Binary genders are a cultural construct, not a natural one. Nature doesn’t dictate that girls like pink and boys like blue – in fact, pink was considered to be a boy’s colour until the Victorians changed things up. Not only is it a cultural construct – it’s a modern cultural construct. There are tons of examples of a far more fluid approach to gender in ancient mythology.

Athena is the prime example. She was the goddess of strategic war, and also a goddess of weaving. She disguised herself as male whenever she pretended to be mortal (even to her favourite, Odysseus), but is a mother figure in her divine form and never denies her sex. She is balanced. Nor is that balance restricted to female figures in the Greek pantheon. Dionysos is her male counterpart, often dressing in women’s clothes when he masquerades as mortal, yet never denying his sex. He is a god of fertility and a god of frenzy. It’s not just okay when you’re divine, either. Herakles – the ultimate mythological Jock – spent a long time dressed as a woman and taking on a female gender.

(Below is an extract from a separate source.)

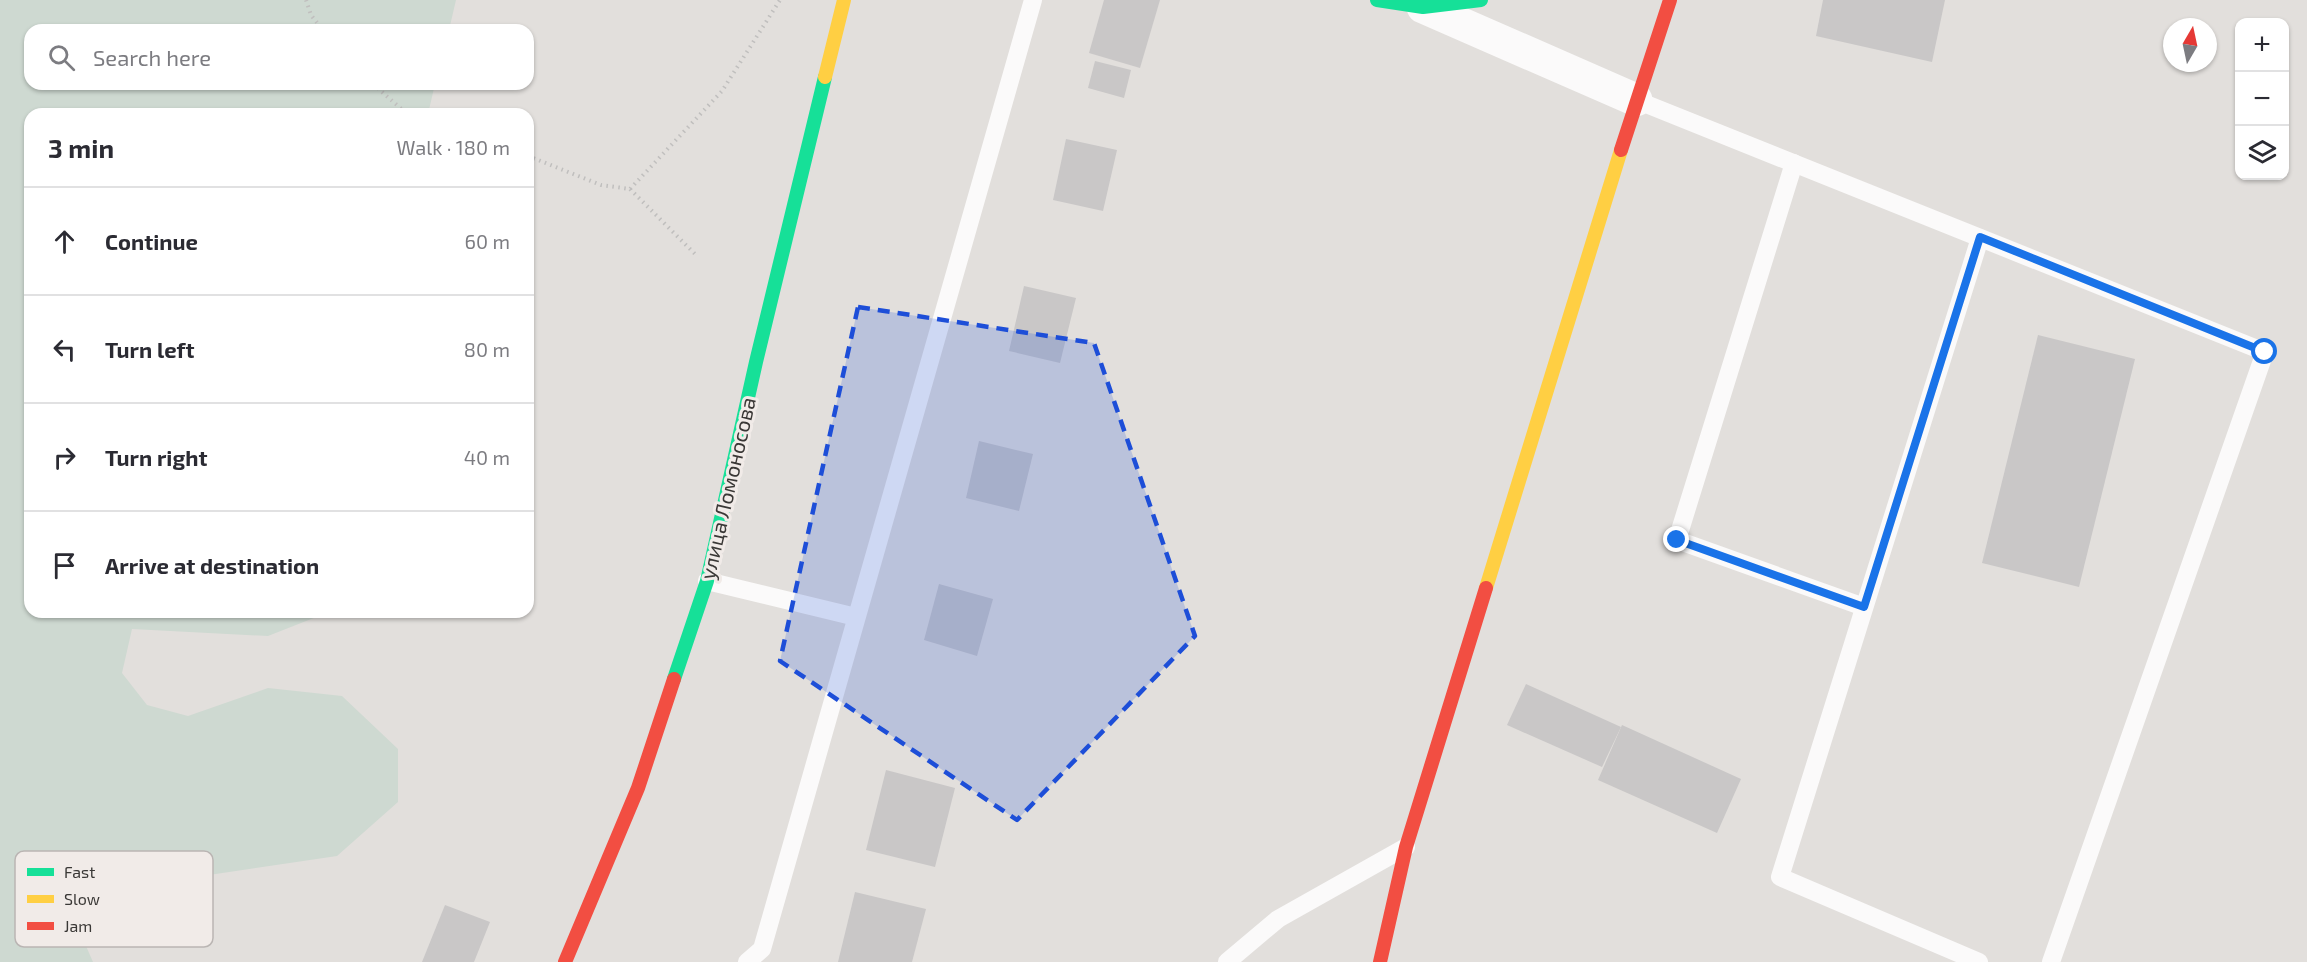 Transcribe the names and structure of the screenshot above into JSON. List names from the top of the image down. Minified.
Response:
{"streets":{"main road":["улица Ломоносова"]},"legend":["Fast","Slow","Jam"],"north":"top","page":{"map_buttons":["+","−"],"search":"Search here","heading":["3 min","Walk · 180 m"],"list":[["Continue","60 m"],["Turn left","80 m"],["Turn right","40 m"],"Arrive at destination"]}} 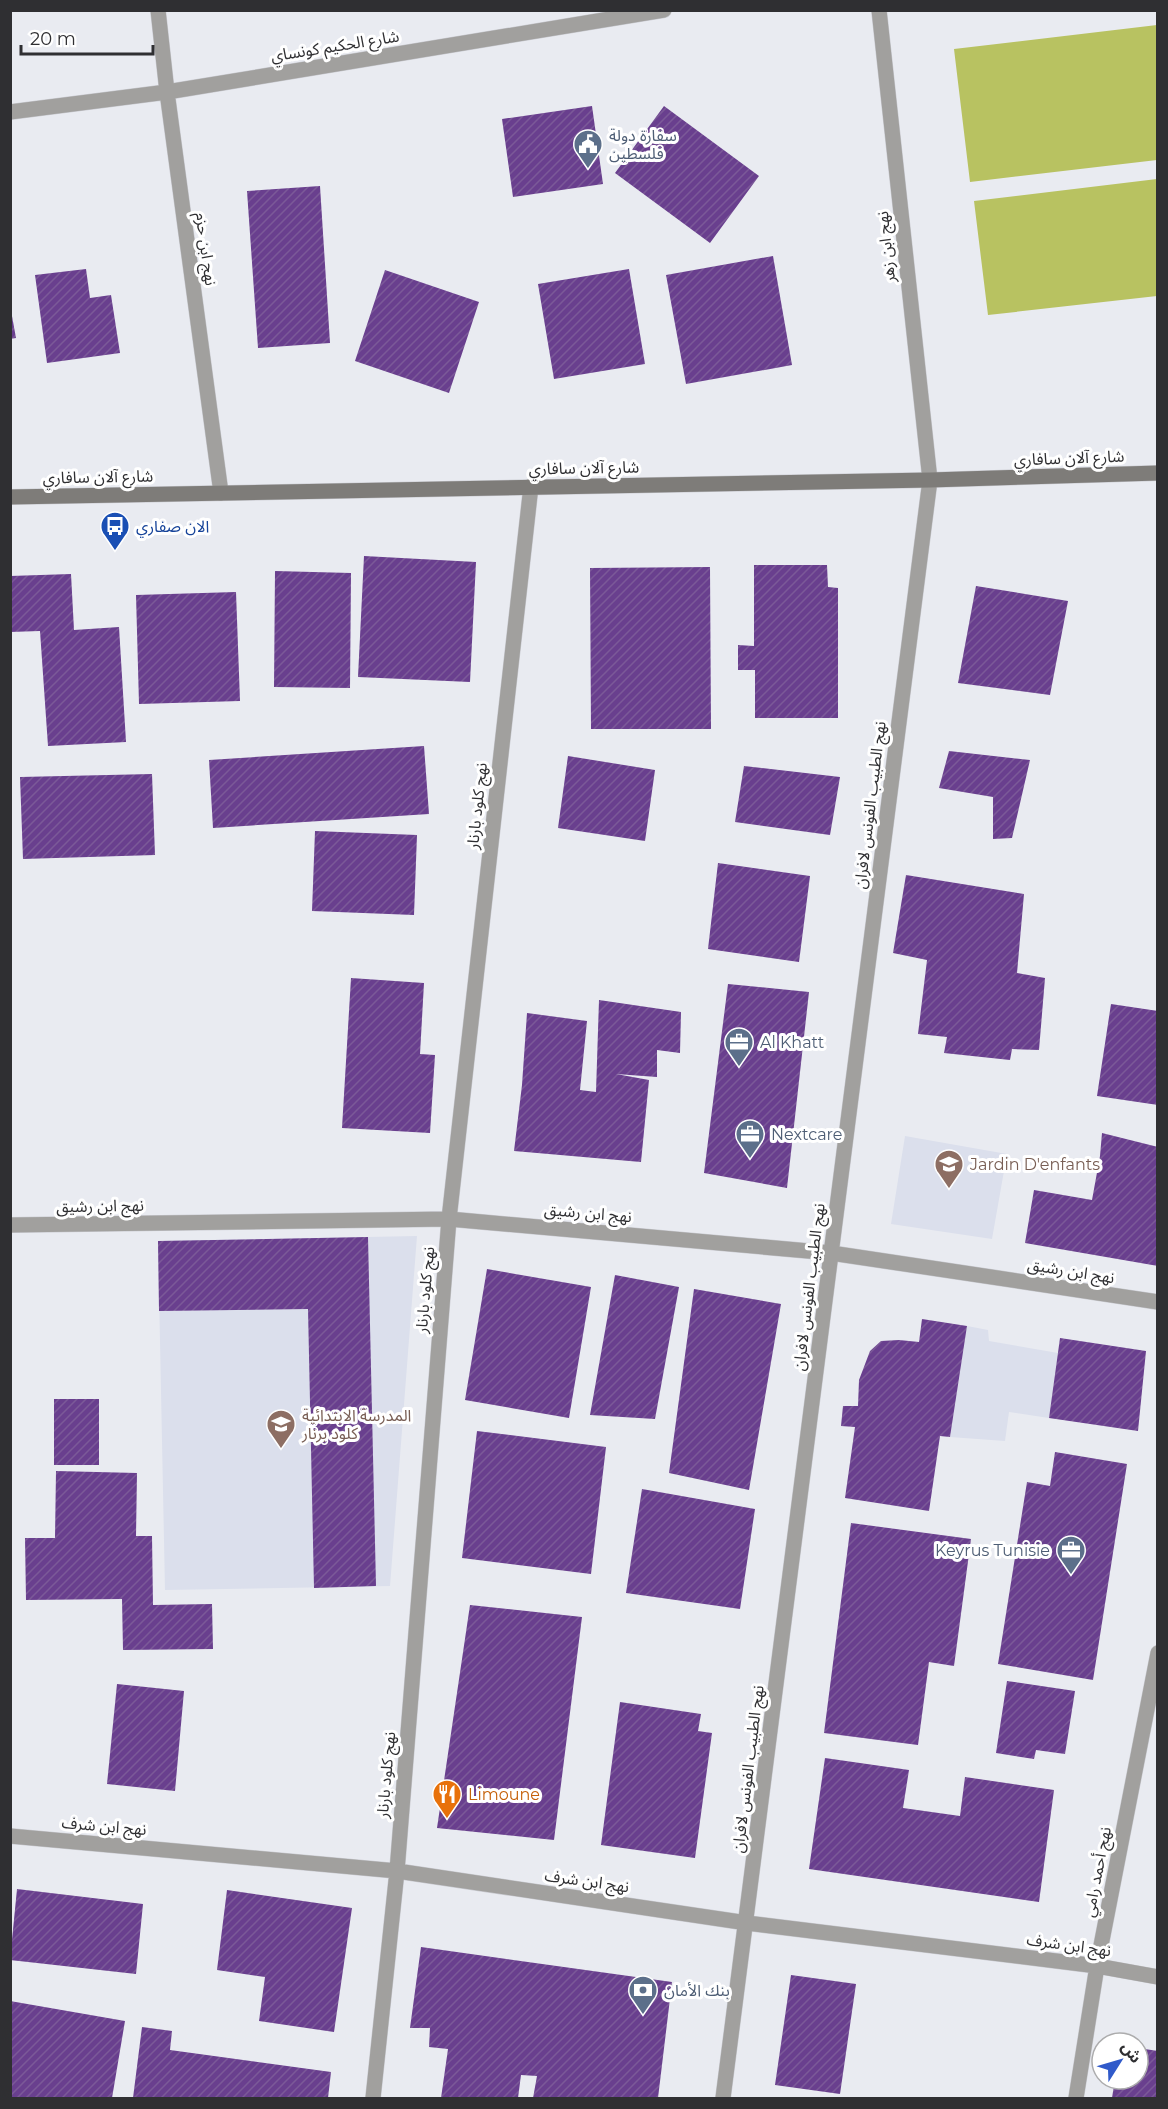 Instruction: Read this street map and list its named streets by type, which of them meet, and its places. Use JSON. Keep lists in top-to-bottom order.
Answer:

Even relatively modern history has examples of figures with gender-fluid roles.

But this distinction is something we seem to have lost sight of. Binary gender and identity has become so default that anyone who doesn’t conform is considered to be Other.

Otherness in SF&F

This assumption becomes an active handicap when considering texts like Left Hand of Darkness:

“Binary identities can only engage with this text as an outsider.” – Taylor Driggers

Through the eyes of her protagonist, Le Guin presents this fundamentally blinkered view of gender when confronted with a species that can change sex and therefore has no concept of gender. The Sparrow by Mary Doria Russell is another superb example of the dangers of assuming binary gender is default. Go read it – it’s an astonishing book.

“Western thought and language are all organised around binary hierarchical concepts which mostly have gender connotations with the masculine as dominant.” – Helene Cixous

The Sun and the Moon, Light and Dark, Culture and Nature, there were a ton more examples given. I’m not sure if I agree with all of them but the fundamental point still stands. These are things which don’t inherently have a gender, yet we attribute one to them and – with that attribution – assign them differing values.

SF&F is transgressive and disruptive. It subverts and pushes at understood norms and boundaries. It is, as Lisa Tuttle said in a different panel, the ‘literature of ideas’. The idea that Left Hand explores is that Otherness is neither inherently bad nor something to be avoided. It is, in fact, essential for survival and growth, for the evolution of society. SF&F lets us respect Otherness as a reality, and as an equally valid approach to living.